▶ [Dataset records]:
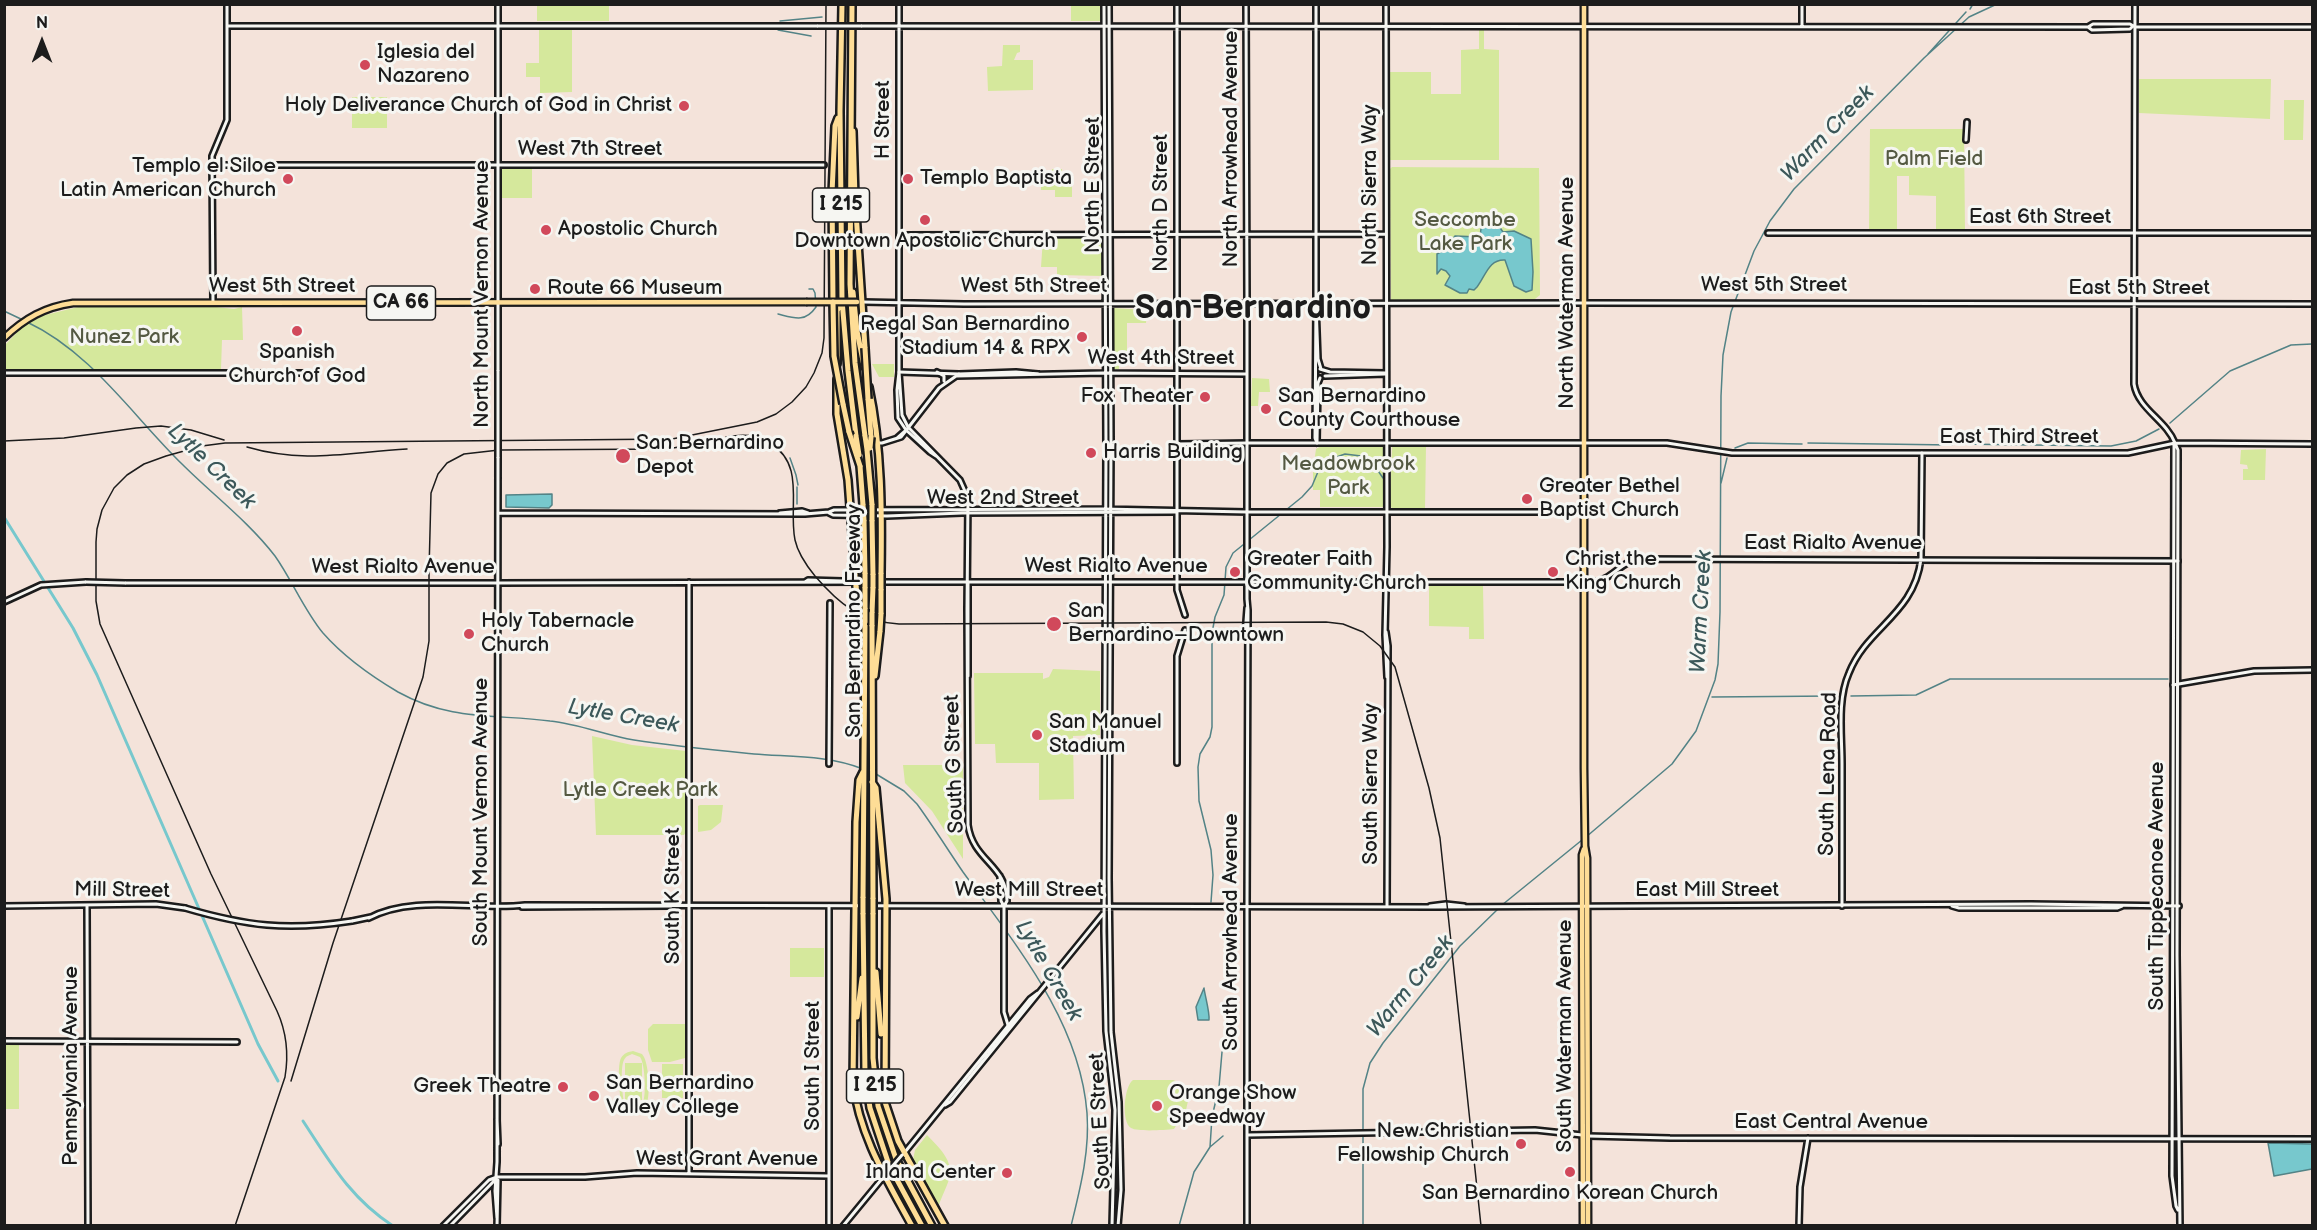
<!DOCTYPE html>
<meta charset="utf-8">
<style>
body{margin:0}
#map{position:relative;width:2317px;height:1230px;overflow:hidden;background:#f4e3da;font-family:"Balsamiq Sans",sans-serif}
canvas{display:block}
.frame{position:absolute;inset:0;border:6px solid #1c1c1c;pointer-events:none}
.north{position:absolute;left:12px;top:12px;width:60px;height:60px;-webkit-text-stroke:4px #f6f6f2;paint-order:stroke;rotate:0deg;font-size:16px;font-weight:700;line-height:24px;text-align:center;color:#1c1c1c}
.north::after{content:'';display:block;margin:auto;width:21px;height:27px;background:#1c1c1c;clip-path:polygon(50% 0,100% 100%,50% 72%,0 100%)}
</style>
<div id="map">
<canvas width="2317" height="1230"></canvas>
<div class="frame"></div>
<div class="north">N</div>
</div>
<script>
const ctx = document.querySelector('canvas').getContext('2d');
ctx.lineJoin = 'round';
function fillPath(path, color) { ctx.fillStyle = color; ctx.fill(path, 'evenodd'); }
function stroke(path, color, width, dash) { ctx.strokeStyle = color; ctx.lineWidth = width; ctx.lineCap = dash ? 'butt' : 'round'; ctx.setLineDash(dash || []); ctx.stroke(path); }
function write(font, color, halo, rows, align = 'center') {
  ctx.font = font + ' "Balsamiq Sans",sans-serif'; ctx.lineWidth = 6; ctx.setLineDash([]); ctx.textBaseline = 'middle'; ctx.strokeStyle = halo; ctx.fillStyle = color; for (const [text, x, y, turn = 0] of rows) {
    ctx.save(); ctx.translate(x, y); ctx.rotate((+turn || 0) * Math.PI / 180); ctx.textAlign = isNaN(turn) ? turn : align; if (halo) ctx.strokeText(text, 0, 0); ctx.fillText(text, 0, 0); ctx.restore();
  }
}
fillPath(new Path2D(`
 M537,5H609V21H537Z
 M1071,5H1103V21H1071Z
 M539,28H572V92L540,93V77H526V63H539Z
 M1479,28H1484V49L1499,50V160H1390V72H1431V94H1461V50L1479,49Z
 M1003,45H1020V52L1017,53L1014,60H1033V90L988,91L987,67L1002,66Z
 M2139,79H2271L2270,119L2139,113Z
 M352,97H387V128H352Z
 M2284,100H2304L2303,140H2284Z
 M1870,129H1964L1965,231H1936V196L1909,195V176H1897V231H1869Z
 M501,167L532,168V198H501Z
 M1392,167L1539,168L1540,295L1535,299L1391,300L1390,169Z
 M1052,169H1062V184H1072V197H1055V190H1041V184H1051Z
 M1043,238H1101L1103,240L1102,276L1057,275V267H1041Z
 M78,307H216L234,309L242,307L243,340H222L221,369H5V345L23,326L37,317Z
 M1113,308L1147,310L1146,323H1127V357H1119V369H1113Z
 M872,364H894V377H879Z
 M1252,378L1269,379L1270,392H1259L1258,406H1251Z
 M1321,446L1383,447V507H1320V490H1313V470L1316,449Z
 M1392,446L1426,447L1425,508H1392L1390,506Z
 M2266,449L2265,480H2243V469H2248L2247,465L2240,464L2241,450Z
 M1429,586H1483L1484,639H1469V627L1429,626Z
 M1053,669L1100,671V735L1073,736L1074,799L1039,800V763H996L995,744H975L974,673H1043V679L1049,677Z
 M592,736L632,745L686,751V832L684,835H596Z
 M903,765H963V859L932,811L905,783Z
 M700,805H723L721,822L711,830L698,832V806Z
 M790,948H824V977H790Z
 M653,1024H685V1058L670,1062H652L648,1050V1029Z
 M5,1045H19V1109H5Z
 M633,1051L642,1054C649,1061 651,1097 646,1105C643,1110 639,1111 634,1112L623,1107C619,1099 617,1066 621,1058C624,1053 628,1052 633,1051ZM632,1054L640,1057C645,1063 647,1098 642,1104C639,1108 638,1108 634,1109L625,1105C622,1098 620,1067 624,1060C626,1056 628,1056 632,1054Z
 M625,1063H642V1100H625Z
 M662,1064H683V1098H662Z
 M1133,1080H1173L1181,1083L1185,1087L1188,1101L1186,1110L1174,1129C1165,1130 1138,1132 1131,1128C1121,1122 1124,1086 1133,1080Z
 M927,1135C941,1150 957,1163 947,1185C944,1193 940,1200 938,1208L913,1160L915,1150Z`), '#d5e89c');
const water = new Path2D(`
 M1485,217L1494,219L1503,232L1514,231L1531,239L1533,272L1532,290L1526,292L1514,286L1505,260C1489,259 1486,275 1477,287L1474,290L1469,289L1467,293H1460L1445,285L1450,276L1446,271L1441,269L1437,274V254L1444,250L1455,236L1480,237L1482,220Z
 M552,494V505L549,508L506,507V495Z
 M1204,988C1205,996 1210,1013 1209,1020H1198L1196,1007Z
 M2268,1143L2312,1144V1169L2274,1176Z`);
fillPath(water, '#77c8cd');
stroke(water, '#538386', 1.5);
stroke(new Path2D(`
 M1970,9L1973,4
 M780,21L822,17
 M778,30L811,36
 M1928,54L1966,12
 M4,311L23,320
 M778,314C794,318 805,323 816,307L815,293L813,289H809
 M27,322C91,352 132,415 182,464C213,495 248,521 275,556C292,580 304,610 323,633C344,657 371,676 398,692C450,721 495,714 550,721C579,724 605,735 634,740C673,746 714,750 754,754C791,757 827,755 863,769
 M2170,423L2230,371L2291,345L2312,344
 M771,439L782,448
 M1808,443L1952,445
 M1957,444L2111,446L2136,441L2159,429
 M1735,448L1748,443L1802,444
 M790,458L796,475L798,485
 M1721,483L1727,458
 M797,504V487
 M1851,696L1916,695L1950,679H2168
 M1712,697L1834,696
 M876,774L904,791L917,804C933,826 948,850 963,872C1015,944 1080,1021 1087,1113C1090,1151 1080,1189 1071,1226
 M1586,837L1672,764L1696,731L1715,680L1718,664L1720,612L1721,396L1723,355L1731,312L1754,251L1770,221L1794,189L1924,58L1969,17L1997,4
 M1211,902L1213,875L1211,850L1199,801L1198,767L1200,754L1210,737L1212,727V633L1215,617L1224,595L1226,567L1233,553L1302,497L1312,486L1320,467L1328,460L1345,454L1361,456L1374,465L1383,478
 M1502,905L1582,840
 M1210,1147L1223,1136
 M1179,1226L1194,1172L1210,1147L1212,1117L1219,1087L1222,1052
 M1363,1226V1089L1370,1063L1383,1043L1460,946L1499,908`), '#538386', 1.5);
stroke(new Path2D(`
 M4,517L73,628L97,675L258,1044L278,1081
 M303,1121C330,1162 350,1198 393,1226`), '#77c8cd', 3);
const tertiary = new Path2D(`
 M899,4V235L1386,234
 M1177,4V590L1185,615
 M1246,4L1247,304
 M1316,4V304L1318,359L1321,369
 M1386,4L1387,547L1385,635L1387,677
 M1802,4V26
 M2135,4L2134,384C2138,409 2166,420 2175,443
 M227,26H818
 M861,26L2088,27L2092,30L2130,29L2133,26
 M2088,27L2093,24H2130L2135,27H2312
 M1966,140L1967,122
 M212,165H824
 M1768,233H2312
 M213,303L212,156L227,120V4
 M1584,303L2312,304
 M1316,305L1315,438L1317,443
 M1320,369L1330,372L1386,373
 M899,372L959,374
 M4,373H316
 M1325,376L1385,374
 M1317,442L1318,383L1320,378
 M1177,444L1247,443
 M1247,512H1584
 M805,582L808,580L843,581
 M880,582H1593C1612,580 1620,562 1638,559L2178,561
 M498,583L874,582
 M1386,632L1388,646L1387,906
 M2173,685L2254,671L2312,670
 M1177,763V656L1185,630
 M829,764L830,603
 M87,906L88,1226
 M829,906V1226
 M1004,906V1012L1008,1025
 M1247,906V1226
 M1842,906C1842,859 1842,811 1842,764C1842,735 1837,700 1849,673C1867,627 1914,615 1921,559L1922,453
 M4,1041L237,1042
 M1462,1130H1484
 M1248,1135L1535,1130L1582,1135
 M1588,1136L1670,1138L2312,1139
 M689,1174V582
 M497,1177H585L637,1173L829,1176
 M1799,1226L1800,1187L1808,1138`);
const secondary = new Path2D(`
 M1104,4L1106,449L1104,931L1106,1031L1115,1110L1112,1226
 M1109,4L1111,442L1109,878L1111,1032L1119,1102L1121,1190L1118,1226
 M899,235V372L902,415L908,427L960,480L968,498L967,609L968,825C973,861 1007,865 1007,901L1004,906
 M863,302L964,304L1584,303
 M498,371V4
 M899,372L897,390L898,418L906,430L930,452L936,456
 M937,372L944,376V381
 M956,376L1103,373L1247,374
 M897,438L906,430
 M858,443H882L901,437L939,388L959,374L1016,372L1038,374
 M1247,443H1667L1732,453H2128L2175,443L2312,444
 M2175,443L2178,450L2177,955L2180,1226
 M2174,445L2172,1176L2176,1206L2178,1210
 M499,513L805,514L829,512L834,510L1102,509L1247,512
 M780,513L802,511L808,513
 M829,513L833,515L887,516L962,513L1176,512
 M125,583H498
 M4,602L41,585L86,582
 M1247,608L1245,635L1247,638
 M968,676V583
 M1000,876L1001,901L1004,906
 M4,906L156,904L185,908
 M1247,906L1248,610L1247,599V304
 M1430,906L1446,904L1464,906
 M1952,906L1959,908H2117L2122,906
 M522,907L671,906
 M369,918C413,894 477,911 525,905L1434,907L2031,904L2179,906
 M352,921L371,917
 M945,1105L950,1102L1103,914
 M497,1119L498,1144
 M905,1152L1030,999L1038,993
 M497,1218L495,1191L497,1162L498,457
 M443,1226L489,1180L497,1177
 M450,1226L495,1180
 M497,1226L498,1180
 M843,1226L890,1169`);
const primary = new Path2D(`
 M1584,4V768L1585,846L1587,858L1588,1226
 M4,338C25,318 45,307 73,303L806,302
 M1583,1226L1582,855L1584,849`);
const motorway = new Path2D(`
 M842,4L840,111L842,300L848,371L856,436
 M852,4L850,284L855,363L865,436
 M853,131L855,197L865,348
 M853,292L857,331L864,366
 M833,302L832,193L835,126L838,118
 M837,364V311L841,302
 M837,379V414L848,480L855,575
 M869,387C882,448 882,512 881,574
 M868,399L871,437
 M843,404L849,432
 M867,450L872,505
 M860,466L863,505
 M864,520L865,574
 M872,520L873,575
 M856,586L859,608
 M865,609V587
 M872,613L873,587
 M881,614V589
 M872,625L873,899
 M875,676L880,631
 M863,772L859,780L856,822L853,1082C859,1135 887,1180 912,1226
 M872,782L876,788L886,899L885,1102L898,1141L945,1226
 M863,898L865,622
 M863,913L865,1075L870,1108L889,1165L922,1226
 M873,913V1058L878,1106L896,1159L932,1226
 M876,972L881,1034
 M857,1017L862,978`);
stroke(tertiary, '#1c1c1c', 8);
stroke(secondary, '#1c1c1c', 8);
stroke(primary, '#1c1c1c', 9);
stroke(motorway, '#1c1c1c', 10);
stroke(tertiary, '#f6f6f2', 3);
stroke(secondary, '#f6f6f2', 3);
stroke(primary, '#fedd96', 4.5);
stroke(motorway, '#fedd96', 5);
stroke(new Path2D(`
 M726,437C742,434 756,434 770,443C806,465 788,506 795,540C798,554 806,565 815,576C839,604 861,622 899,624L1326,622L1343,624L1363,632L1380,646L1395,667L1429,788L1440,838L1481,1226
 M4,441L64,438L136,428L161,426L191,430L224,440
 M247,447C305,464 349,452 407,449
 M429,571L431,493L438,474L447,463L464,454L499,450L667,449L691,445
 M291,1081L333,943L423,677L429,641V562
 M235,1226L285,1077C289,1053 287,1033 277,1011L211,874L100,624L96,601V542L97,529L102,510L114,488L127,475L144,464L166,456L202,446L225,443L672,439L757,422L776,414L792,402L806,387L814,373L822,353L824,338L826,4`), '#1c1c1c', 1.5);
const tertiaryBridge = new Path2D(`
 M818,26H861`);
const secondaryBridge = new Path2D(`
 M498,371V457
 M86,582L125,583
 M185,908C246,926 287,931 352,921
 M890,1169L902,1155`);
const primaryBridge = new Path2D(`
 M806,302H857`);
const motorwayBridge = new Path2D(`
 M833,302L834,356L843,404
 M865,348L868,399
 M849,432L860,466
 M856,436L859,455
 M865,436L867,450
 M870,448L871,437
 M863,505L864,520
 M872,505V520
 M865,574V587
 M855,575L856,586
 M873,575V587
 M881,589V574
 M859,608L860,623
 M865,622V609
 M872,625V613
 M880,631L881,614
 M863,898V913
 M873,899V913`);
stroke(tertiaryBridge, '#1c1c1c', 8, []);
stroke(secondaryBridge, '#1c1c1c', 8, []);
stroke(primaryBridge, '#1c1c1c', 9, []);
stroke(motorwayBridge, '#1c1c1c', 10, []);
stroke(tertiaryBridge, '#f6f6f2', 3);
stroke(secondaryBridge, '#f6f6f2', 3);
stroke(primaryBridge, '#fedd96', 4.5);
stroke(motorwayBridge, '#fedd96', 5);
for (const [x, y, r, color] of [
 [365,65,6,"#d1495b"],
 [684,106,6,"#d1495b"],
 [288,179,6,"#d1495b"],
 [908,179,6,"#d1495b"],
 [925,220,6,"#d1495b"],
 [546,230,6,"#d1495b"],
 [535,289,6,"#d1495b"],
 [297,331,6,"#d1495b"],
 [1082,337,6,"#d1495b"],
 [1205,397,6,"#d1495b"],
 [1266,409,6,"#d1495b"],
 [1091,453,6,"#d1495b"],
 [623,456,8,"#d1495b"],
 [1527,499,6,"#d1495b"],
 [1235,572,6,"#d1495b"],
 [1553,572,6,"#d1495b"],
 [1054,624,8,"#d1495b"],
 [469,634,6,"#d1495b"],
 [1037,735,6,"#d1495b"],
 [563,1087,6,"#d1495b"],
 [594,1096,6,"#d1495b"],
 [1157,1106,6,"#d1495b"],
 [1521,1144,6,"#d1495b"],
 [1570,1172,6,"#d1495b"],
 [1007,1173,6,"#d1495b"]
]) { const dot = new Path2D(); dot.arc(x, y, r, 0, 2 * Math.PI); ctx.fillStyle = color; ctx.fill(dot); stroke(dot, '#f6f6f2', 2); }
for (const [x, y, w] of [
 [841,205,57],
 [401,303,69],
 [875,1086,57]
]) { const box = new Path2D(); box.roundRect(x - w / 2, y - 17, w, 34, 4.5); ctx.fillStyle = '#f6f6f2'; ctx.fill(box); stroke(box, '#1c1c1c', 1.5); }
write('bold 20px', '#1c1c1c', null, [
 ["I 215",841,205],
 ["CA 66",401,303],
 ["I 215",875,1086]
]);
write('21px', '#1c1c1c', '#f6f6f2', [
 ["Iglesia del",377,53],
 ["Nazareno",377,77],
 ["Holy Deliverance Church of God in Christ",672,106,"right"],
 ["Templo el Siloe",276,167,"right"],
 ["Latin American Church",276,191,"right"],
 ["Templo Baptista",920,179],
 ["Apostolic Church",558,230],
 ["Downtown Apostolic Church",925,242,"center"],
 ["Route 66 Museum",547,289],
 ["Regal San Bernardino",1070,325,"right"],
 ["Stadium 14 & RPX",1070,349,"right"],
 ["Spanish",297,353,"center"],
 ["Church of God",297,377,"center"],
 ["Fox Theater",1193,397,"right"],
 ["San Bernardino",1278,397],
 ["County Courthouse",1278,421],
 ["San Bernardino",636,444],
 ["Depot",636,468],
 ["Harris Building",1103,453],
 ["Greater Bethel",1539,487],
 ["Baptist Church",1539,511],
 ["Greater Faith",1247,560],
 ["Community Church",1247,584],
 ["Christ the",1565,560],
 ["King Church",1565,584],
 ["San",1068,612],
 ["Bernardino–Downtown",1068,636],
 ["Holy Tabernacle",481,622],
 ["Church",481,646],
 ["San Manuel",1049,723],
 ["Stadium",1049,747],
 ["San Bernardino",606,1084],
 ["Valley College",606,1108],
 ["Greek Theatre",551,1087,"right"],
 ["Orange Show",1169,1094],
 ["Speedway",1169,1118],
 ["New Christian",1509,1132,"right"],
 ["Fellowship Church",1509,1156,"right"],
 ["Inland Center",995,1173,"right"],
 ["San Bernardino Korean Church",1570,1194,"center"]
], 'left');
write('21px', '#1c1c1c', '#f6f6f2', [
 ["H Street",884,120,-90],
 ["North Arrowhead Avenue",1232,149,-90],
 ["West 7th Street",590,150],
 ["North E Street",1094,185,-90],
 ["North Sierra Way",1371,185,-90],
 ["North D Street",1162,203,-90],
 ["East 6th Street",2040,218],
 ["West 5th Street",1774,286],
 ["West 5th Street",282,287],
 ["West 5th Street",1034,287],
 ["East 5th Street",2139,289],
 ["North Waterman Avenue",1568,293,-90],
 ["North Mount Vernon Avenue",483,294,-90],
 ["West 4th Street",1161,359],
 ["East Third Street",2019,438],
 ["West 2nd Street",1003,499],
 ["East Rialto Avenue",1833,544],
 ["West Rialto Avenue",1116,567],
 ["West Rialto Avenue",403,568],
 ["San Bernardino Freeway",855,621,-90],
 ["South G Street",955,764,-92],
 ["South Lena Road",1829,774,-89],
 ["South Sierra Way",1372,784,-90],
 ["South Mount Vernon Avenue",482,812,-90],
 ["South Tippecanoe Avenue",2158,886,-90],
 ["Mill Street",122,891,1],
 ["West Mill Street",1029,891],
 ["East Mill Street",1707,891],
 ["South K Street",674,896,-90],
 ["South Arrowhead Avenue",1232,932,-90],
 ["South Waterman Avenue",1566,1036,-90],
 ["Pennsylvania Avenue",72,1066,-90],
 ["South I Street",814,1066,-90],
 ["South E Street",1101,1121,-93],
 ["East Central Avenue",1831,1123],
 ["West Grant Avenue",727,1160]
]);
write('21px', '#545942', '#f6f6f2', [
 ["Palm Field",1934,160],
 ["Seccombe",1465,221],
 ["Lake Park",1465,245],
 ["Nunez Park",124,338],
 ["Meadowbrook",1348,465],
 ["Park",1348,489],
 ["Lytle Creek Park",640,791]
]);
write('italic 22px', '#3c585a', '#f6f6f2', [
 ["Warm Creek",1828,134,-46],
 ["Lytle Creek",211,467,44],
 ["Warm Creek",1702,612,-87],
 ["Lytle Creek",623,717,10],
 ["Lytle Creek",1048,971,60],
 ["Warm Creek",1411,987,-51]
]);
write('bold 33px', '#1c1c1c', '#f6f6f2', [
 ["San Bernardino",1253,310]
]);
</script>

▶ [Task instructions]:
The entries above hold a line with "M872,520L873,575" and a later line with "M863,913L865,1075L870,1108L889,1165L922,1226". Write out exactly those lines and all lines between, nothing more.

▶ [Final answer]:
 M872,520L873,575
 M856,586L859,608
 M865,609V587
 M872,613L873,587
 M881,614V589
 M872,625L873,899
 M875,676L880,631
 M863,772L859,780L856,822L853,1082C859,1135 887,1180 912,1226
 M872,782L876,788L886,899L885,1102L898,1141L945,1226
 M863,898L865,622
 M863,913L865,1075L870,1108L889,1165L922,1226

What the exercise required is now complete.